** Material provided follows **

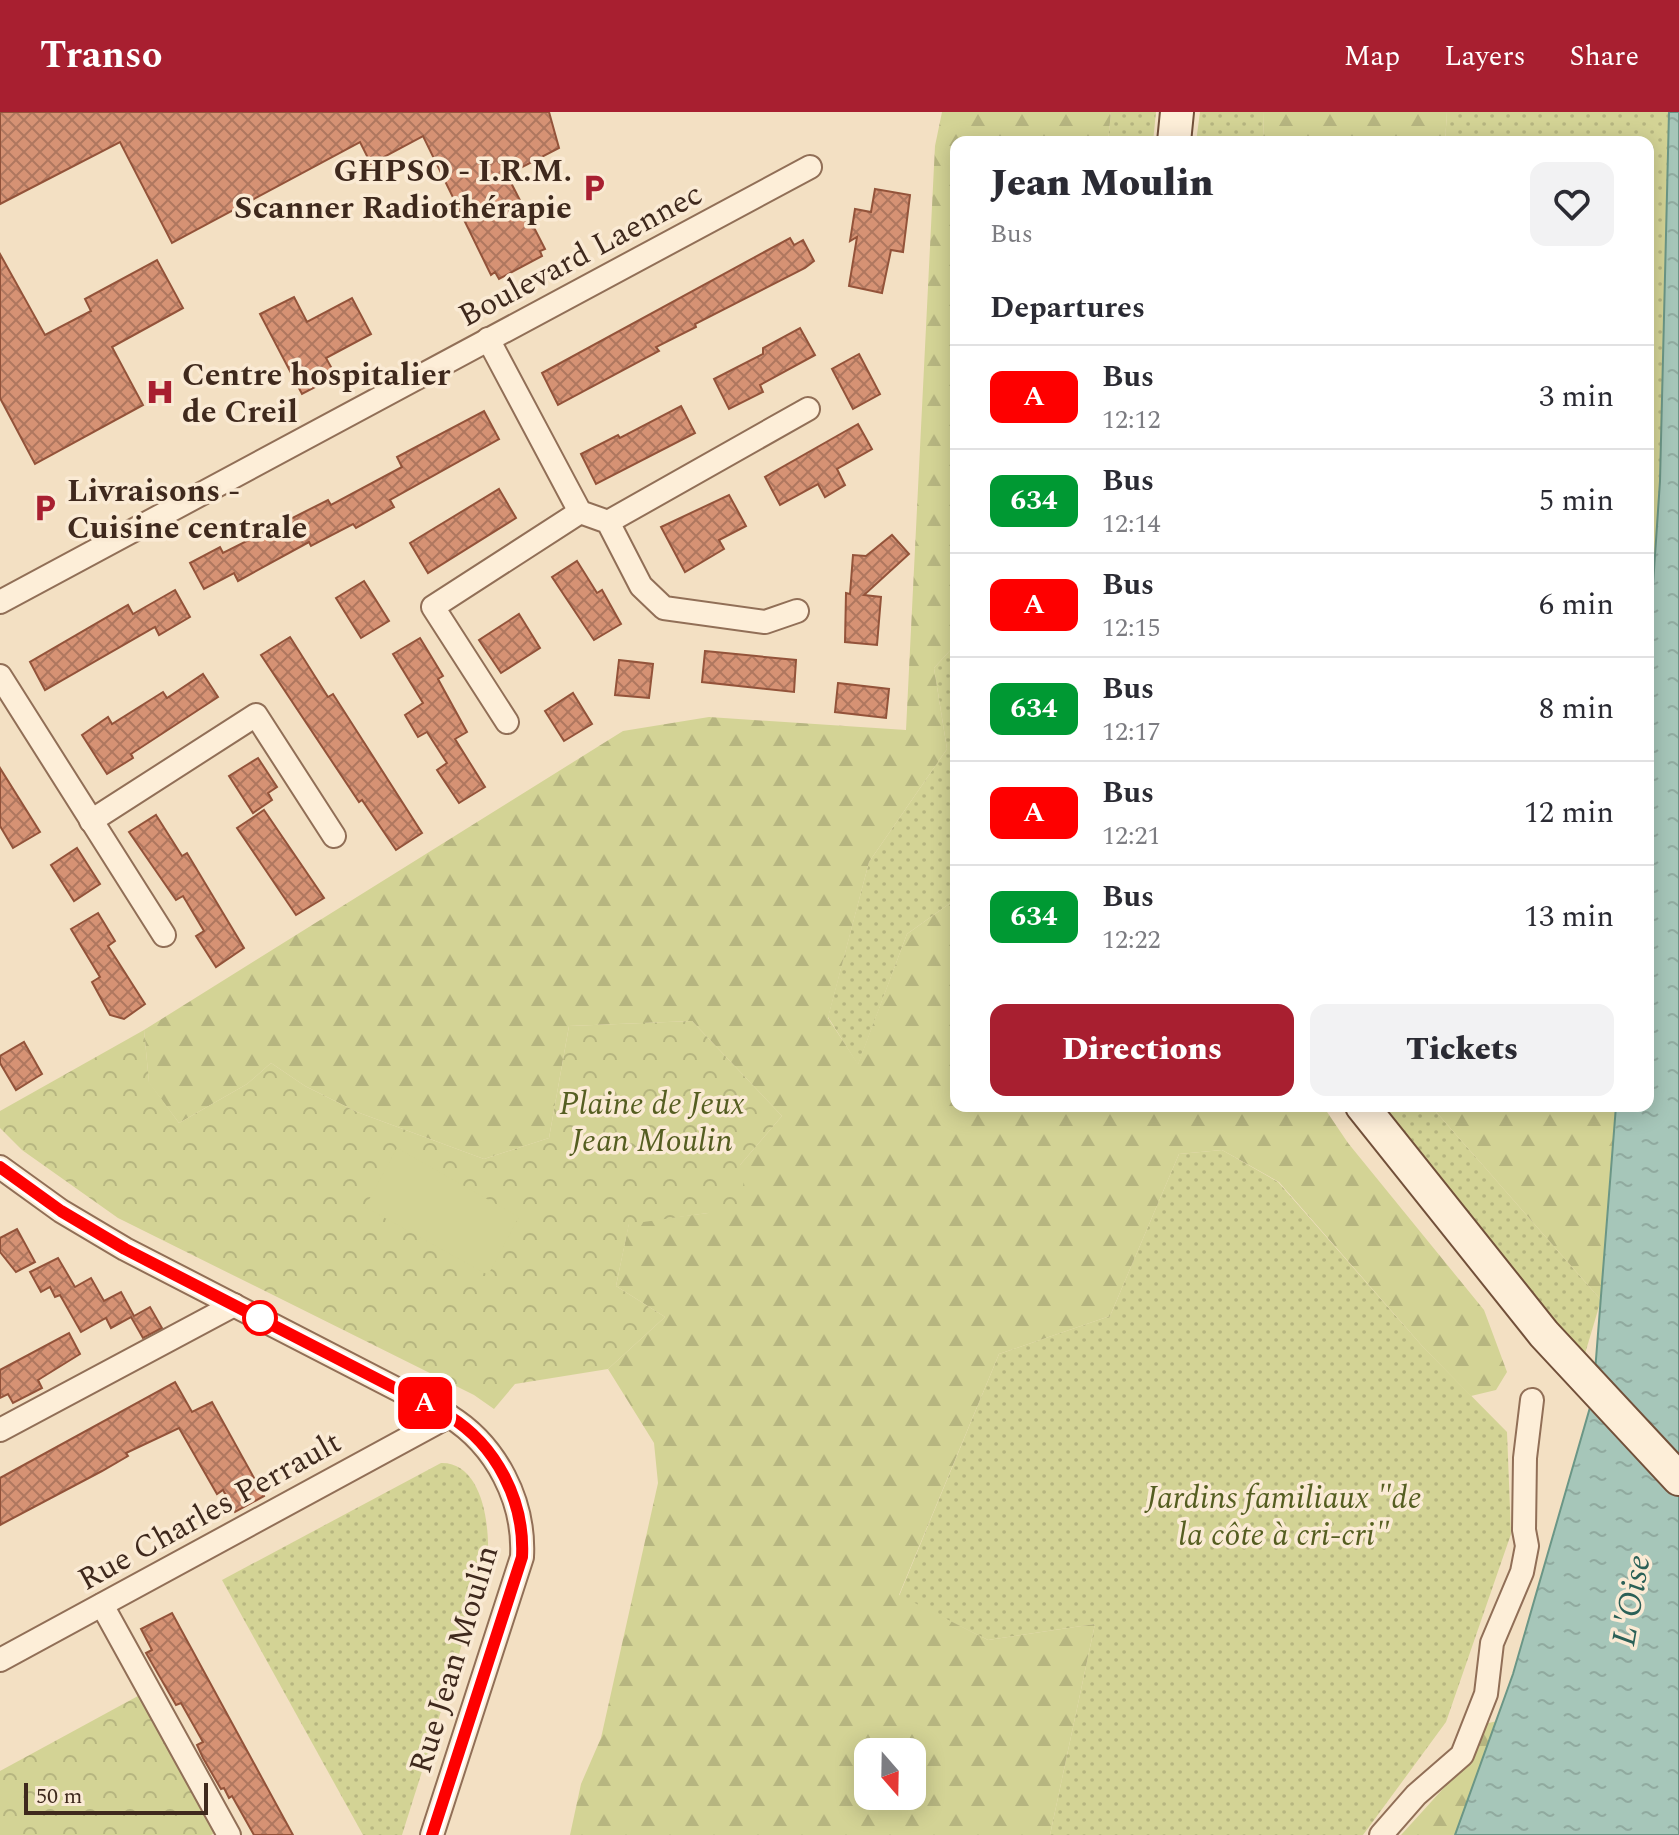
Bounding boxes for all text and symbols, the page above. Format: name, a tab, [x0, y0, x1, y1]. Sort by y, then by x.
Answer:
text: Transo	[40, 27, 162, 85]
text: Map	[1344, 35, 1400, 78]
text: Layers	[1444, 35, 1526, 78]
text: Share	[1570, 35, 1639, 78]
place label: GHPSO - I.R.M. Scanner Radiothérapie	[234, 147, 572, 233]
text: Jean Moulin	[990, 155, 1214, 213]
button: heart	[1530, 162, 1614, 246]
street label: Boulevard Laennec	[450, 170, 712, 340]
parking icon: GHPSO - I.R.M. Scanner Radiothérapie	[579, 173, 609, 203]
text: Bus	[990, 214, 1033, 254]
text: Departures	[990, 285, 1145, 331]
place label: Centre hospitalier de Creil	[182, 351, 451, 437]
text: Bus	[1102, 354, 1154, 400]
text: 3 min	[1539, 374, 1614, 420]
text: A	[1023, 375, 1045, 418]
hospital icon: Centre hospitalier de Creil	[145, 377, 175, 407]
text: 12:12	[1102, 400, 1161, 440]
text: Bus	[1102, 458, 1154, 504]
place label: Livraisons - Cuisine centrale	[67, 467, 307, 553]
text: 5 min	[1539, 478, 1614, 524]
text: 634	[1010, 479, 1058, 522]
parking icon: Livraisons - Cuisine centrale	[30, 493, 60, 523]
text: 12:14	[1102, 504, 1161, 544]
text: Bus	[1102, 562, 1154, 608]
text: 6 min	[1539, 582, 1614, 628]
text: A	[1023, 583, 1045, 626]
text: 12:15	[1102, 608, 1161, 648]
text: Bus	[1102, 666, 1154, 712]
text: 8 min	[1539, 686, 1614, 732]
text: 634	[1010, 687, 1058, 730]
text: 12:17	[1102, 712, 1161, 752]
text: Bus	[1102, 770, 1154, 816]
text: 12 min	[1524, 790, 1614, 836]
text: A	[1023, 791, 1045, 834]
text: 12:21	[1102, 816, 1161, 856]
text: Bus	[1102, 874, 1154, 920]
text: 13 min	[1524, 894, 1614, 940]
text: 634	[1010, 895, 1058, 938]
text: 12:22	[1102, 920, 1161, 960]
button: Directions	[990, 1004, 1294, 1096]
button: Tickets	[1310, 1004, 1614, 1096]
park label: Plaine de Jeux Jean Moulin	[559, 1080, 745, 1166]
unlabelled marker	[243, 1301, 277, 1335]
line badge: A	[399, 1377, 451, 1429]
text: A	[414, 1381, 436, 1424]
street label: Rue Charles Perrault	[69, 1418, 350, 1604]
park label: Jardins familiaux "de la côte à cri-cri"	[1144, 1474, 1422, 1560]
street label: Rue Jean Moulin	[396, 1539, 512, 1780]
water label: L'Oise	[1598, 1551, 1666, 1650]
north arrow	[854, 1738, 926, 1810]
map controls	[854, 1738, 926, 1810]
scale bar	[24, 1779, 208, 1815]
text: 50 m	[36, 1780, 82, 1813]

** End of Material provided **
** Material provided follows **

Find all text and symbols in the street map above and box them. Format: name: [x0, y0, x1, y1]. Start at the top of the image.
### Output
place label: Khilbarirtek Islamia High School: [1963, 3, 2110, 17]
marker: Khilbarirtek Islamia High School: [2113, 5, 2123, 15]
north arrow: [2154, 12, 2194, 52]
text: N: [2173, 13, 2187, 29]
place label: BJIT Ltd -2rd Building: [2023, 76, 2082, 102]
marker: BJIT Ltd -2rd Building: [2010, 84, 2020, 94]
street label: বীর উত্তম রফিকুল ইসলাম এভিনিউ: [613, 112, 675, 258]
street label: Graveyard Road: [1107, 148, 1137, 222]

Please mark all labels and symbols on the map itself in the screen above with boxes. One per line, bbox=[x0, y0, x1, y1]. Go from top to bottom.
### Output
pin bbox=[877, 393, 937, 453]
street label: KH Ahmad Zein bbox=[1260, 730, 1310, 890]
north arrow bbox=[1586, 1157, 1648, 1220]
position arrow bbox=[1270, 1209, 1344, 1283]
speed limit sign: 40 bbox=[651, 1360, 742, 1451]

** End of Material provided **
** Material provided follows **

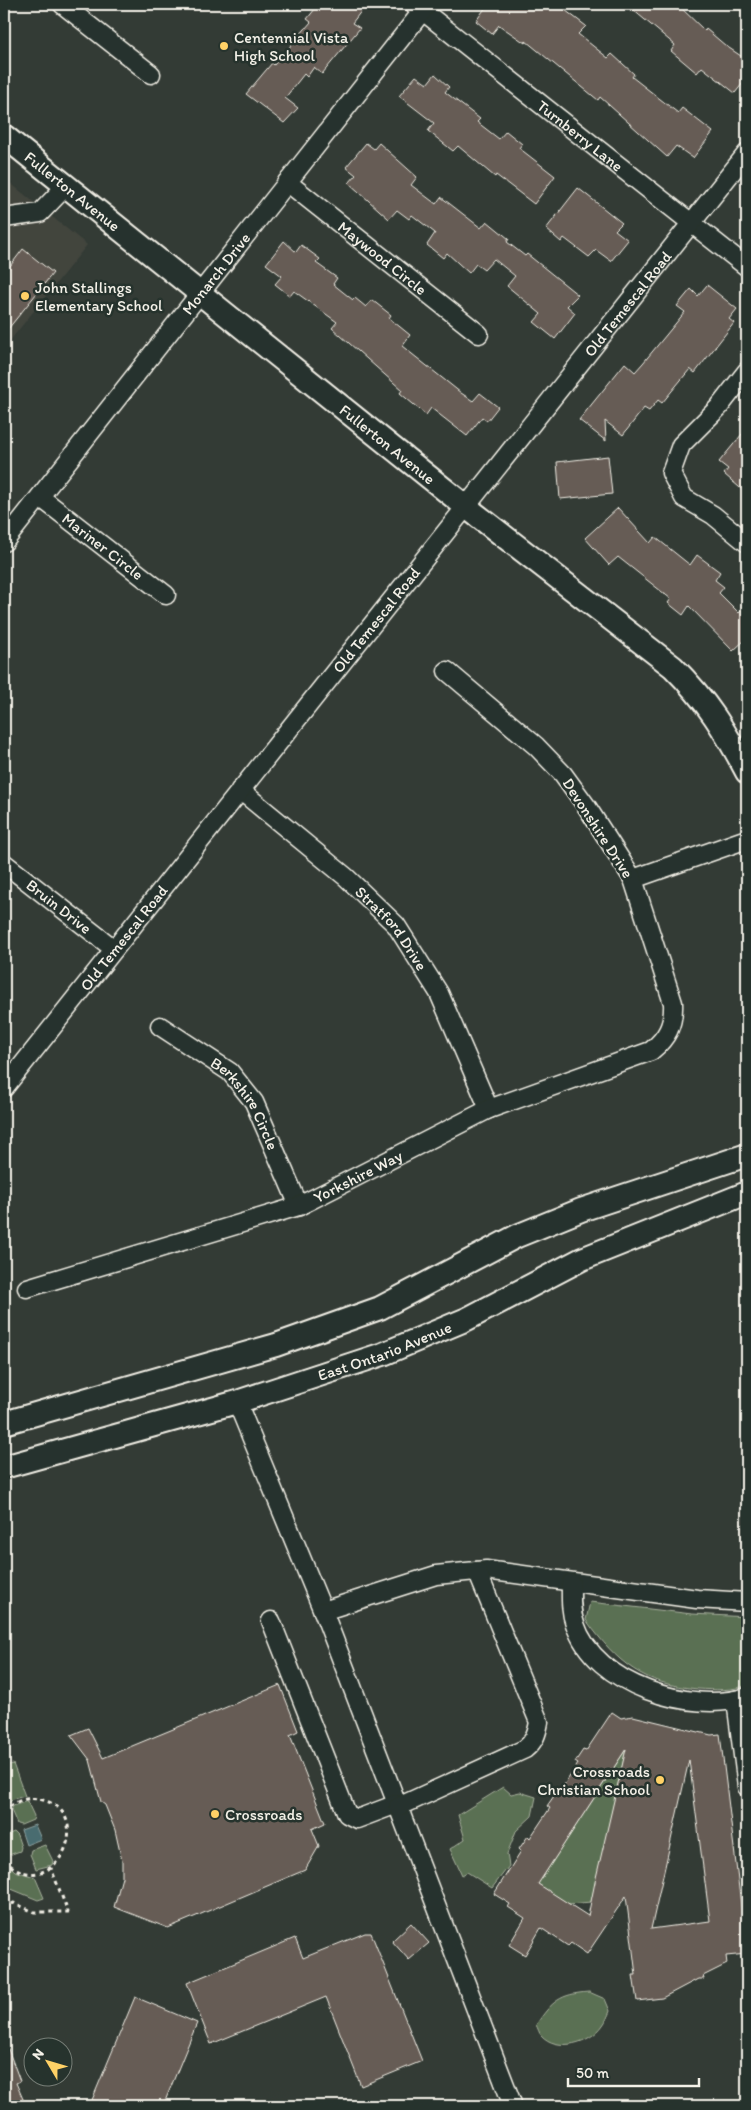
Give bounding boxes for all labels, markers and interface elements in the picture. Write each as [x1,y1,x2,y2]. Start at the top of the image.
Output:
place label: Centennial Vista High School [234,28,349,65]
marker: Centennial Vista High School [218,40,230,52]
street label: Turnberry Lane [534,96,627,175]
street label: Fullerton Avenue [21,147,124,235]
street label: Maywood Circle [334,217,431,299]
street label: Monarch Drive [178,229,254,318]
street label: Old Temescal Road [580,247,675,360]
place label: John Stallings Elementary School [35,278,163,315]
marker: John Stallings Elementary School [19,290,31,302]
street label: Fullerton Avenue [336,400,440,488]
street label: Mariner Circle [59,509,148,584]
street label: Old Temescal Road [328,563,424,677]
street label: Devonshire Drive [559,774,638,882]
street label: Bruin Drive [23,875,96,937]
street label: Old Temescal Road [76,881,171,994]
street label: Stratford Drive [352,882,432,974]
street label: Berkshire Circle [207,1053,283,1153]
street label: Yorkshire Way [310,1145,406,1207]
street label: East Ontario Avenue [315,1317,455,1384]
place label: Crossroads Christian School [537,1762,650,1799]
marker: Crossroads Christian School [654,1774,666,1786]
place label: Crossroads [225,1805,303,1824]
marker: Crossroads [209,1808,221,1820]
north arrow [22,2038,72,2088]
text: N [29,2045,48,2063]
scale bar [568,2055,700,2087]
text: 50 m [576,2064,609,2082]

** End of Material provided **

Problem requirements:
Nothing but a number is expected here: how many lines above include the string "Format".

Written answer:
2